Délicatement, les êtres vivants sont plus vivants encore à travers l'écriture d'Ogawa Ito, même dans l'assiette. Les gestes dans la cuisine s'exécutent comme dans un ballet de danse, (un peu comme dans Ratatouille ou Les Délices de Tokyo, vous voyez ?). Rinco perd la voix, traumatisée par sa rupture, mais elle retrouve foi dans une vie de challenge : ouvrir un restaurant !

Ce récit ne repose en rien sur quelque chose qui pourrait être de l'ordre du réalisme. Il est plutôt du côté du fantastique, du métaphysique comme à peu près tous les romans et récits japonais que j'ai lus, de Murakami en passant par les meilleurs novellistes japonais comme Asada Jiro.
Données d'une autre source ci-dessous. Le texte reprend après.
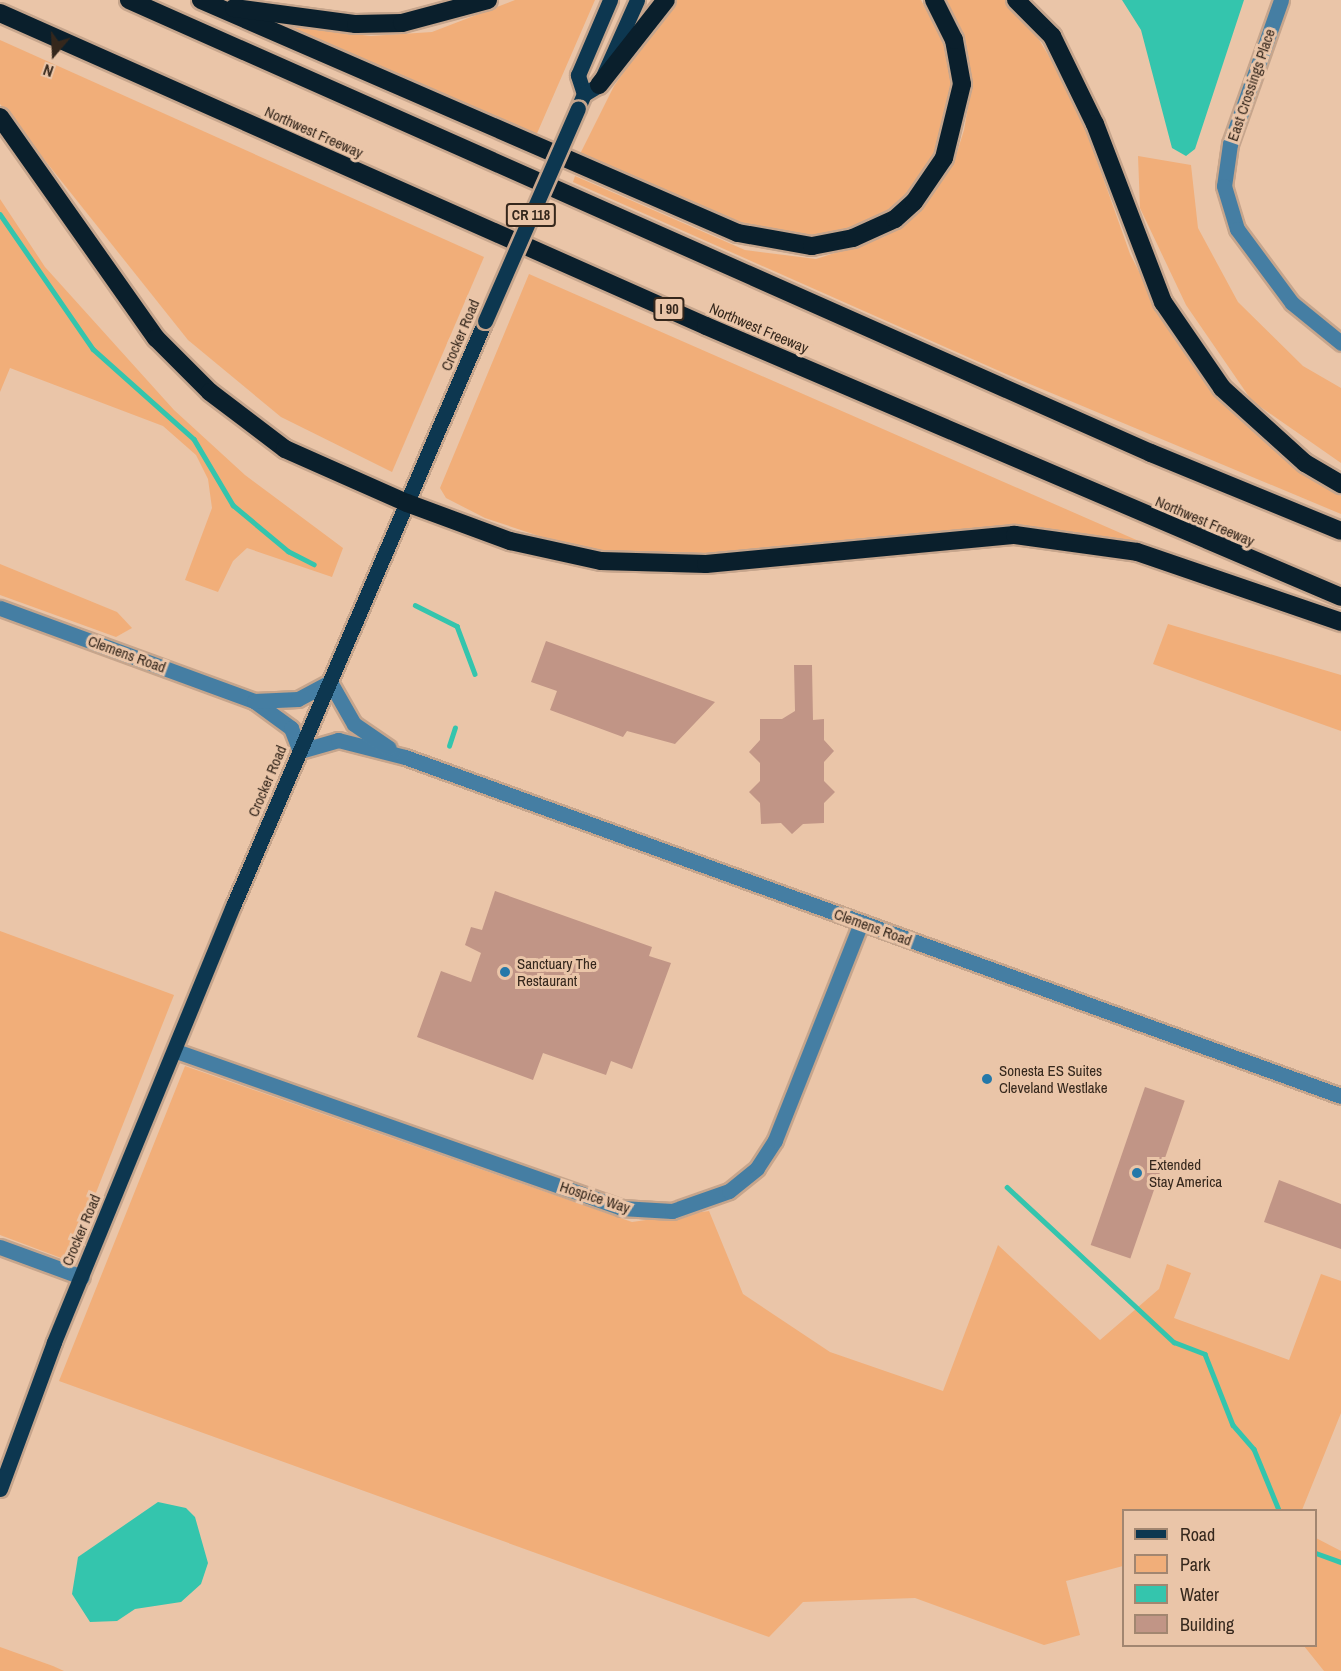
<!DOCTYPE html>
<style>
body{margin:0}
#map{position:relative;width:1341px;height:1671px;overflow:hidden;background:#eac5a8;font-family:"Archivo Narrow",sans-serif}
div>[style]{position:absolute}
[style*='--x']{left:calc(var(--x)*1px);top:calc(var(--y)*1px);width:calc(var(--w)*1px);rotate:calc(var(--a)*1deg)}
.green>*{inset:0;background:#f1ae79}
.water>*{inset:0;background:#34c5ad}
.stream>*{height:4.5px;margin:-2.25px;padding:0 2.25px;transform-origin:2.25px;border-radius:2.25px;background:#34c5ad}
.building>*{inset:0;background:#c19586;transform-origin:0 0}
.roads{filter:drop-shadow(2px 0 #c6a58c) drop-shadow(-2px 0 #c6a58c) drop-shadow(0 2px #c6a58c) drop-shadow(0 -2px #c6a58c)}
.minor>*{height:15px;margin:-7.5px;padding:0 7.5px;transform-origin:7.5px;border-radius:7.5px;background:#457ea3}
.major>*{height:15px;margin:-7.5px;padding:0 7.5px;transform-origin:7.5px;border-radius:7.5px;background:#0d3750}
.highway>*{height:18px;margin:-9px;padding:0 9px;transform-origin:9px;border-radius:9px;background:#0a1f2c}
.bridges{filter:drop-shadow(2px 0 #c6a58c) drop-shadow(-2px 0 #c6a58c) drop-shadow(0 2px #c6a58c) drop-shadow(0 -2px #c6a58c)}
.major-bridge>*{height:15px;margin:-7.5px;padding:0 7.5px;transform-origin:7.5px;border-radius:7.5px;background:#0d3750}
.dots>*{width:16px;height:16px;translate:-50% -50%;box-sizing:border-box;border:3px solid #eac5a8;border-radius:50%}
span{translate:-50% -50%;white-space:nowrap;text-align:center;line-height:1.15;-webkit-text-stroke:6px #eac5a8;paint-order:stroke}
.shield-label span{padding:2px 4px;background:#eac5a8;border:2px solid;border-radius:4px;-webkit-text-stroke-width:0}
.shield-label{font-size:14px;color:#35271c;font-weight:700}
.street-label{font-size:15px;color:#35271c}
.poi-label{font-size:15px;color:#35271c}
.left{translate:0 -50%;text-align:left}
.legend{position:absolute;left:1122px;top:1509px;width:195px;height:138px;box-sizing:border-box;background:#eac5a8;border:2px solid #a28670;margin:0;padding:8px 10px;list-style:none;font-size:18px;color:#35271c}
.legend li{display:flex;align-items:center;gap:12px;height:30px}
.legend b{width:30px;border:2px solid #a28670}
.north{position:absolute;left:24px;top:24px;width:60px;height:60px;-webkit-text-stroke:4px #eac5a8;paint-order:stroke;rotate:199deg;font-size:16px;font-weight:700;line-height:24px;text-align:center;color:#35271c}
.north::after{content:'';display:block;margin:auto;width:21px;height:27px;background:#35271c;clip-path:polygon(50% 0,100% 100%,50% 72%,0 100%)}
</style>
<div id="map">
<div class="green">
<div style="clip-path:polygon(515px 0,595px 0,535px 138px,289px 32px,291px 27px,371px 36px,432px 32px)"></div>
<div style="clip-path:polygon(674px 0,921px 0,948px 50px,953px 93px,934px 164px,903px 202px,878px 219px,833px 237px,783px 237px,749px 229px,579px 156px,614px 86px)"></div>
<div style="clip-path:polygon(944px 0,1006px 0,1034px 31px,1077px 104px,1130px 254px,1168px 328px,1229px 410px,1288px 462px,1341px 496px,1341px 514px,1006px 374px,573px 182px,575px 176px,745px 250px,816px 259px,884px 237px,914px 216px,933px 193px,954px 162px,964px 130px,970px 95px,966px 52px)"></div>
<div style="clip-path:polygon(0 40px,484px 257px,392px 472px,281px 417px,188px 340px,0 104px)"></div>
<div style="clip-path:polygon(1138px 156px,1191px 165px,1198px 228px,1238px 302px,1303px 366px,1341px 388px,1341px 463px,1252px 401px,1186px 305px,1140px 208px)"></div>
<div style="clip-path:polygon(0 199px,45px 267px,174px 410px,245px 475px,343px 548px,332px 577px,247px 548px,233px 561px,218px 592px,185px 580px,212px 508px,208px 479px,196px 455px,163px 426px,10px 368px,0 392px)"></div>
<div style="clip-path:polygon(529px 274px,1141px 542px,1139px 548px,1106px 537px,1057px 531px,949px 530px,669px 559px,569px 546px,485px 518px,446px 498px,440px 488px)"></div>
<div style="clip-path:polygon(0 564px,117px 612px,132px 628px,116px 637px,0 595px)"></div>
<div style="clip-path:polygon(1168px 624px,1341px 675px,1341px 731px,1153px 664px)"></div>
<div style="clip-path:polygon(0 931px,174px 995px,69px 1261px,0 1235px)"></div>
<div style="clip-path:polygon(185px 1066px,632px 1222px,709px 1211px,743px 1294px,830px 1352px,943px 1391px,998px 1245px,1100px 1340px,1159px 1289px,1167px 1264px,1191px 1273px,1174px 1318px,1289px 1360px,1321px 1274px,1341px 1281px,1341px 1413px,1302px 1510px,1124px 1510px,1123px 1566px,1066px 1581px,1080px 1635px,1044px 1645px,915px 1598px,803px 1602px,769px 1637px,59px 1381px)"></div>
<div style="clip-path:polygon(1316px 1538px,1341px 1551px,1341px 1671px,1324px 1671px,1304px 1646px,1316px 1646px)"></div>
<div style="clip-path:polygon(0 1647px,53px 1666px,64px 1671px,0 1671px)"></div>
</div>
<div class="water">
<div style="clip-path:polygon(1122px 0,1244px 0,1195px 149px,1186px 156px,1172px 148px,1141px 30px)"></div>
<div style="clip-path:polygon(158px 1502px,186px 1508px,195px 1517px,208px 1563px,201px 1584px,181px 1602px,135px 1609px,117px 1621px,90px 1622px,72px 1594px,78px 1557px)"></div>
</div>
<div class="stream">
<div style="--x:0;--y:214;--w:164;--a:55.4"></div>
<div style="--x:93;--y:349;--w:135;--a:41.7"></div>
<div style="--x:194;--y:439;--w:77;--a:59.4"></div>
<div style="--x:233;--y:505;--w:72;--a:39.9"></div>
<div style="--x:288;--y:551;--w:29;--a:27"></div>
<div style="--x:415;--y:605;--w:47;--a:26.6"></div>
<div style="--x:457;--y:626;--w:51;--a:69.4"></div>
<div style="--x:449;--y:746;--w:19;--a:-72"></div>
<div style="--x:1007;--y:1187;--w:228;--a:42.9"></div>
<div style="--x:1174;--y:1342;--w:33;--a:21"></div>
<div style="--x:1205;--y:1354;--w:76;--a:68.5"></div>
<div style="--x:1233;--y:1425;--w:32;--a:49"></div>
<div style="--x:1254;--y:1449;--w:66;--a:67.7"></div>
<div style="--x:1316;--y:1553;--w:27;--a:20"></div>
</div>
<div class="building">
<div style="clip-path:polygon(546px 641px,715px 702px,675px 744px,627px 731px,623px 737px,550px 710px,557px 691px,531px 682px)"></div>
<div style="clip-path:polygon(794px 665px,812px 665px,813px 720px,824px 719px,824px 740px,834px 751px,824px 762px,824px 781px,835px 792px,824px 803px,824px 823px,803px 824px,792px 834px,781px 823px,761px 824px,760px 803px,749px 792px,760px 781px,760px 763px,749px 752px,760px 740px,760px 719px,782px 719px,795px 711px)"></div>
<div style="clip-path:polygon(495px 891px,652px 947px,649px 956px,671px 963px,632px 1069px,611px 1061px,606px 1075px,543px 1053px,533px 1080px,417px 1037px,441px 971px,471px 982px,481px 953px,465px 945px,471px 927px,482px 930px)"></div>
<div style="left:1145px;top:1087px;width:42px;height:167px;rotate:19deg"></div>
<div style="clip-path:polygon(1279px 1180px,1341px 1204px,1341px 1249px,1264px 1222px)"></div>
</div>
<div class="roads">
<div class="minor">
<div style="--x:1281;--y:0;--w:153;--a:109.5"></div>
<div style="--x:1230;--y:144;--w:42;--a:98.1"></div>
<div style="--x:1224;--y:186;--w:45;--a:73.2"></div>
<div style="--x:1237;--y:229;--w:92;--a:53.4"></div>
<div style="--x:1292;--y:303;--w:63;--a:39.2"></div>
<div style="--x:0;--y:608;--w:270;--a:20.1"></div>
<div style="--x:254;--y:701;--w:46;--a:36.1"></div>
<div style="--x:291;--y:728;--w:25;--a:69"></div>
<div style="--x:300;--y:751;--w:40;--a:-16"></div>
<div style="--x:338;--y:740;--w:69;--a:14.2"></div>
<div style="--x:405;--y:757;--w:995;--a:19.91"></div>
<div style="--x:254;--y:701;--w:44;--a:-2.6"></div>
<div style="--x:298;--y:699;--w:36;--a:-28"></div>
<div style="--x:330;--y:682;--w:48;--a:60.3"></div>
<div style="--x:354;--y:724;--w:42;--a:34.4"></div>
<div style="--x:176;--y:1051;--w:472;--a:19.4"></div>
<div style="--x:621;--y:1208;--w:51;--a:3.4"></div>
<div style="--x:672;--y:1211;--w:60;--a:-19.3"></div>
<div style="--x:729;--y:1191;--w:36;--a:-39"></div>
<div style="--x:757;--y:1168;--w:33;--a:-57"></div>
<div style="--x:775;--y:1140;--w:233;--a:-68.4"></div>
<div style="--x:0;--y:1247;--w:87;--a:20.1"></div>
</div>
<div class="major">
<div style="--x:584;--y:94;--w:20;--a:-108"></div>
<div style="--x:578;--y:75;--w:82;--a:-66.9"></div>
<div style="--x:578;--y:108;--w:15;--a:-67"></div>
<div style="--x:584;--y:94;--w:17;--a:-31"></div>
<div style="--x:599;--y:85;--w:93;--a:-65.9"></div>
<div style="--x:0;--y:1489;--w:157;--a:-69.8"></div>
<div style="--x:54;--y:1342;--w:471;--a:-67.7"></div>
<div style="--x:233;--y:906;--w:637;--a:-66.7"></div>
</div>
<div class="highway">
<div style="--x:129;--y:0;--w:1118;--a:23.91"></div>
<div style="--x:1151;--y:453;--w:205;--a:22.3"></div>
<div style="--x:201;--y:0;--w:585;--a:23.46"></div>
<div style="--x:738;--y:233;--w:75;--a:10"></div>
<div style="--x:812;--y:246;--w:42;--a:-11"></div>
<div style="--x:853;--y:238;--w:46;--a:-24.3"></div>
<div style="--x:895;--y:219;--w:25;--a:-42"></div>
<div style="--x:914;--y:202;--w:53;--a:-55.7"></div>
<div style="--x:944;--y:158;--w:76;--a:-76.3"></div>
<div style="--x:962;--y:84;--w:45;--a:-100.3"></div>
<div style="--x:954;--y:40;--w:45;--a:-116.6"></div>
<div style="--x:1016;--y:0;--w:51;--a:45"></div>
<div style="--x:1052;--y:36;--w:98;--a:64"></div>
<div style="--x:1095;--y:124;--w:191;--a:69.1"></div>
<div style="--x:1163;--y:302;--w:104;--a:55.5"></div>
<div style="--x:1222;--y:388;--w:112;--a:42.1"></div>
<div style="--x:1305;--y:463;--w:42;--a:30.3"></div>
<div style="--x:234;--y:8;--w:123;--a:7.5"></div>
<div style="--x:356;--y:24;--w:46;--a:-1.2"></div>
<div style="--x:402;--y:23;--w:89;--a:-15"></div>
<div style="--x:0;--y:13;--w:772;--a:23.91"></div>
<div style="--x:706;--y:326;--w:690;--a:23.11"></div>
<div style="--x:599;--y:85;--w:108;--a:-51.8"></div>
<div style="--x:0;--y:117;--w:271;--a:54.8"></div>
<div style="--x:156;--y:338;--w:76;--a:45"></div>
<div style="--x:210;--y:392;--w:94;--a:37.2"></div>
<div style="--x:285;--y:449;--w:133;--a:23.9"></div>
<div style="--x:407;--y:503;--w:110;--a:20.3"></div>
<div style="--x:510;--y:541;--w:93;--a:12.4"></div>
<div style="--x:601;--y:561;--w:105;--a:1.6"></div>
<div style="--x:706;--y:564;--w:310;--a:-5.4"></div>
<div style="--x:1015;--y:535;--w:123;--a:7.9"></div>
<div style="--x:1137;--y:552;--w:216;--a:18.9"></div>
</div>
</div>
<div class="bridges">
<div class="major-bridge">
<div style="--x:485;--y:321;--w:232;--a:-66.4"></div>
</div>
</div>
<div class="dots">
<div style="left:505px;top:972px;background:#2478a9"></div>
<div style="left:987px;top:1079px;background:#2478a9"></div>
<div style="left:1137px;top:1173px;background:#2478a9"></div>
</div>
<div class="shield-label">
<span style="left:531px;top:215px">CR 118</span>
<span style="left:669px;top:309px">I 90</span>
</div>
<div class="street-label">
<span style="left:1251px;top:85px;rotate:-71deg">East Crossings Place</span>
<span style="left:314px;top:132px;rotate:24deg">Northwest Freeway</span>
<span style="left:759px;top:328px;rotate:23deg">Northwest Freeway</span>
<span style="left:460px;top:335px;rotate:-67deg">Crocker Road</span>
<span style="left:1205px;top:521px;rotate:23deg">Northwest Freeway</span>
<span style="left:127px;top:654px;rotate:20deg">Clemens Road</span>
<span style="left:267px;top:781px;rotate:-67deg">Crocker Road</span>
<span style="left:873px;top:927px;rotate:20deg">Clemens Road</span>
<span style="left:595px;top:1197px;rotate:18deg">Hospice Way</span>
<span style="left:81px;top:1230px;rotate:-67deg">Crocker Road</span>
</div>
<div class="poi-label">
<span class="left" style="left:517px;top:972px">Sanctuary The<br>Restaurant</span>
<span class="left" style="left:999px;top:1079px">Sonesta ES Suites<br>Cleveland Westlake</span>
<span class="left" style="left:1149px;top:1173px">Extended<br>Stay America</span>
</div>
<ul class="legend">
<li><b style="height:8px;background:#0d3750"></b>Road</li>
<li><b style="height:16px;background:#f1ae79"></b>Park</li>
<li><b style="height:16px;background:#34c5ad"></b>Water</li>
<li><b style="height:16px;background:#c19586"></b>Building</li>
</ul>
<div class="north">N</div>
</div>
Et je vous l'accorde, la vision japonaise du repas animal n'est pas tout à fait celle qu'un européen pourrait avoir (d'ailleurs, j'ai sauté quelques pages de la scène finale avec Hermès la truie), mais c'est forcément un point de vue différent qu'on aime lire et comprendre. Le restaurant de l'amour retrouvé est celui de la rédemption et de la famille, des retrouvailles et de l'amitié. C'est une histoire de réconciliation entre une mère et une fille et c'est aussi l'histoire de la rencontre de Rinco avec elle-même.

J'ai beaucoup aimé ce roman et vous le recommande.